Autonomous Lunar Orbit Determination in Support of a Lunar Positioning System

This study presents a direct comparison of the LiAISON, Relative-Positon, and Star-Occultation autonomous orbit determination methods for spacecraft in Lunar orbit. Recently, there has been much interest in the development of Lunar navigation satellite systems which leverage existing GNSS signals for Lunar orbit determination. This paper presents an alternative approach in which satellites navigate without need of Earth-based signals like those of the Deep Space Network or existing GNSS. The present study develops a high-fidelity truth-model simulation and analyzes Kalman filter results computed using three autonomous orbit determination techniques. The LiAISON method, which uses measurements of range and/or range-rate between a satellite in Lunar orbit and another satellite in a 3-body-dominated orbit, is found to have a steady-state RMS position error magnitude of approximately 2.1 m.

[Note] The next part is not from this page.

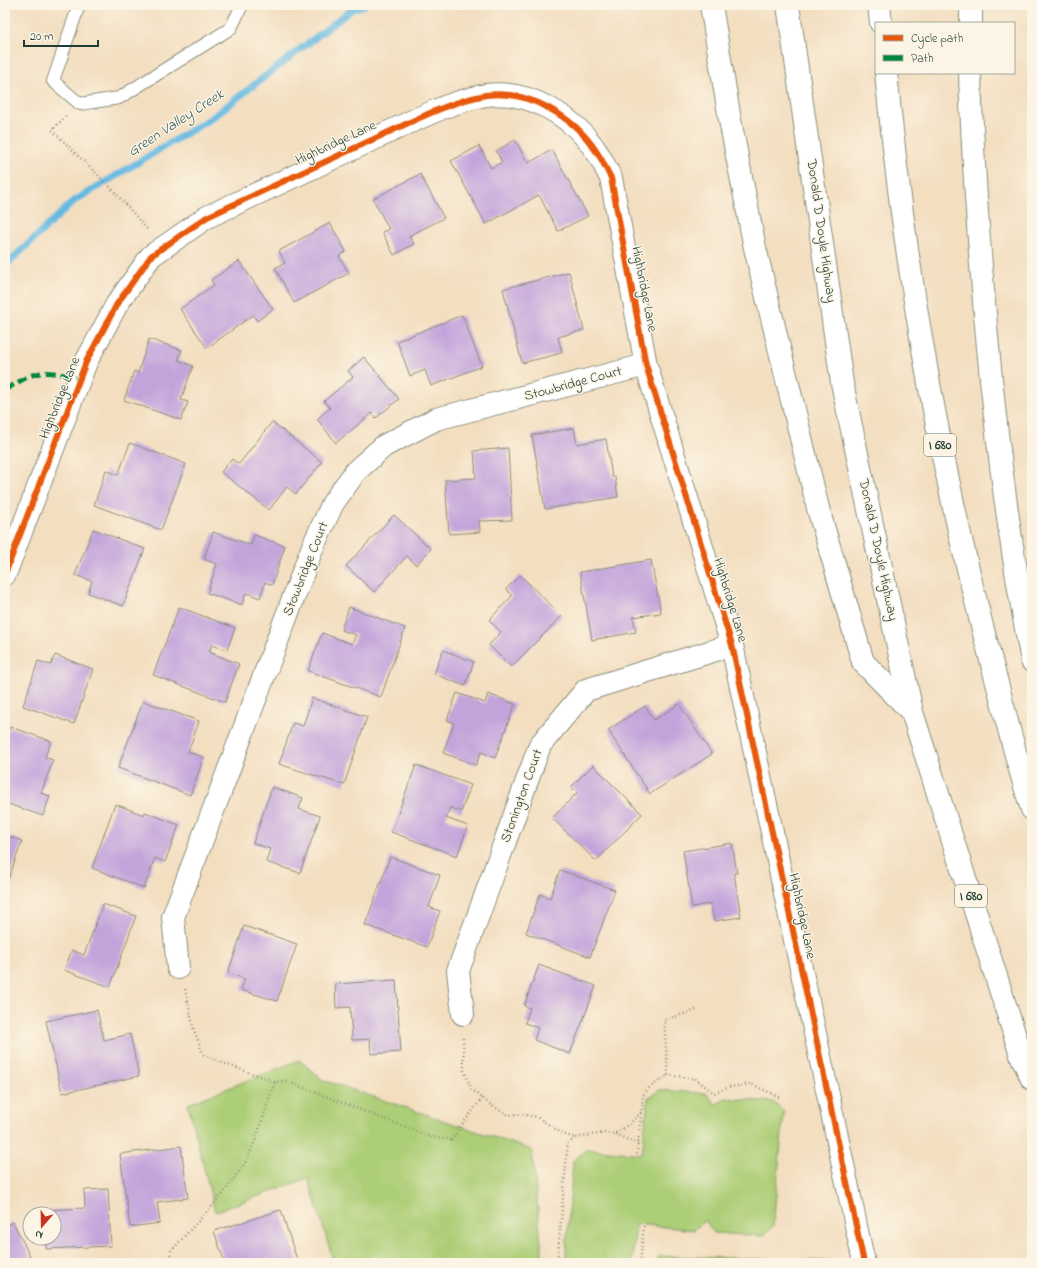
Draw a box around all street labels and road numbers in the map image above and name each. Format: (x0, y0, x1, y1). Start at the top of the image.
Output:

The Relative Position method, which uses measurements of the inertial vector between two spacecraft in Lunar orbit, is found to have a steady-state RMS position error magnitude of approximately 4.6 m. The Star Occultation method, which measures the time of occultation or rising of stars over the Lunar limb, is found to have a steady-state RMS position error magnitude of approximately 4.5 m. If one could implement a sufficiently accurate timing solution, satellites that employ one or more of these methods to autonomously determine their orbits could form the backbone of an accurate Lunar Positioning System.